If you want to lose weight, don’t listen to the common advice about dropping the kilos slowly in tiny steps. Do not assume that you can throw a lot of your excess weight by swapping your cheese sandwich with an apple. And do not think that you’ll continue to lose weight at the same rate.
Many beliefs about obesity persist in the absence of supporting scientific evidence, and some even persist despite contradicting evidence.
This is the conclusion of a comprehensive review of the relevant scientific literature, conducted by researchers at the University of Alabama, US, in collaboration with the Danish professor Arne Astrup from Copenhagen University’s Department of Nutrition, Exercise and Sports.
The findings are published in the New England Journal of Medicine.
”It’s not just the media that's spreading this erroneous information around,” says Astrup.

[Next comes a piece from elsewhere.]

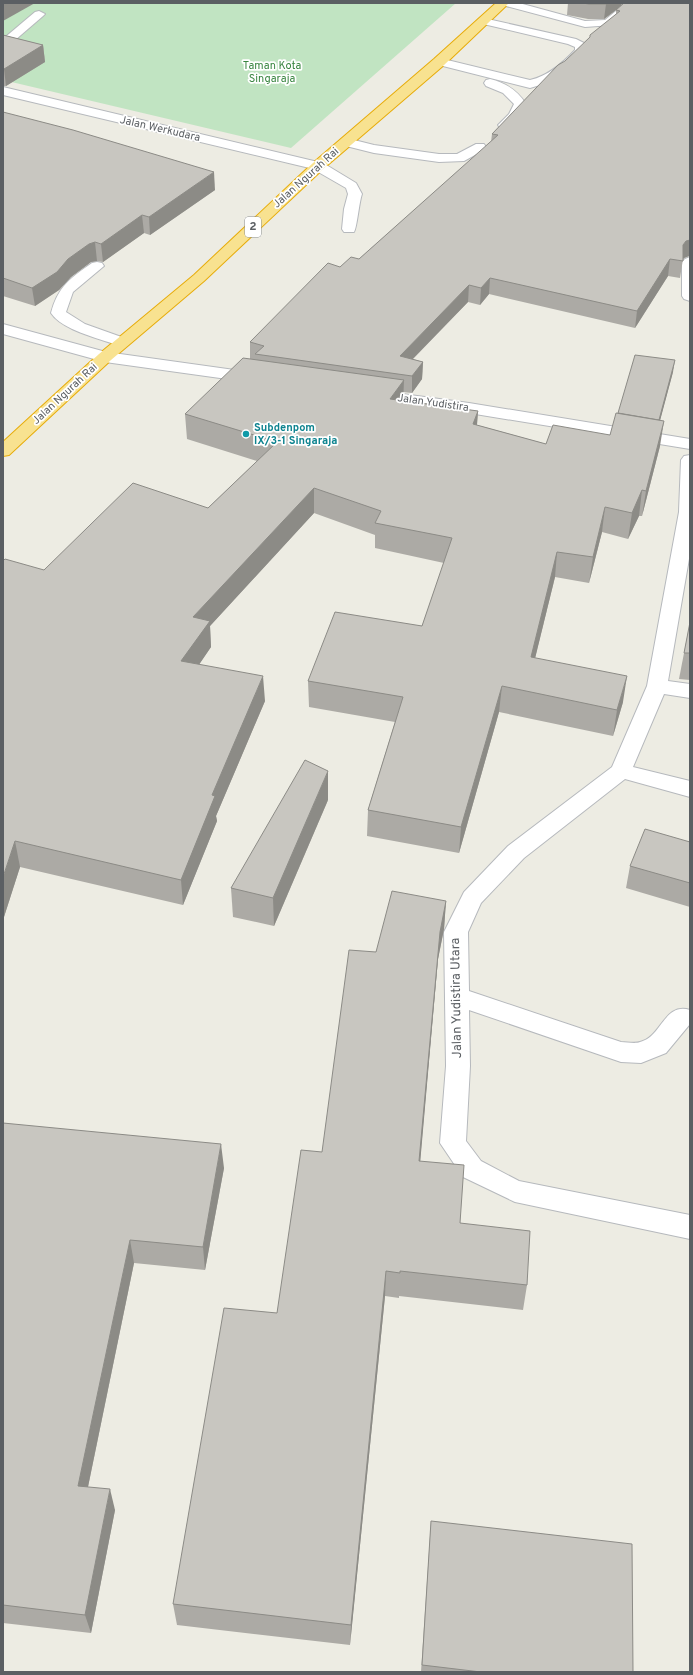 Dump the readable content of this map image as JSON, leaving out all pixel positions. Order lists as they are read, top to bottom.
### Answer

“The myths also exist in the professional ranks and in textbooks. Health authorities and the World Health Organization also play their part in upholding these myths.”
He is, however, quick to point out that nobody is doing this with any harmful intentions. But he does stress that erroneous information has a tendency to be elevated into truths if it’s repeated sufficiently often. And when myths like these are as widespread as they are, they prevent the public and professionals from getting their priorities right in the fight against obesity.
We are usually advised to make small changes in our diet, drink sugar-free soft drinks and take a little walk after dinner if we want to lose weight and maintain a healthy figure.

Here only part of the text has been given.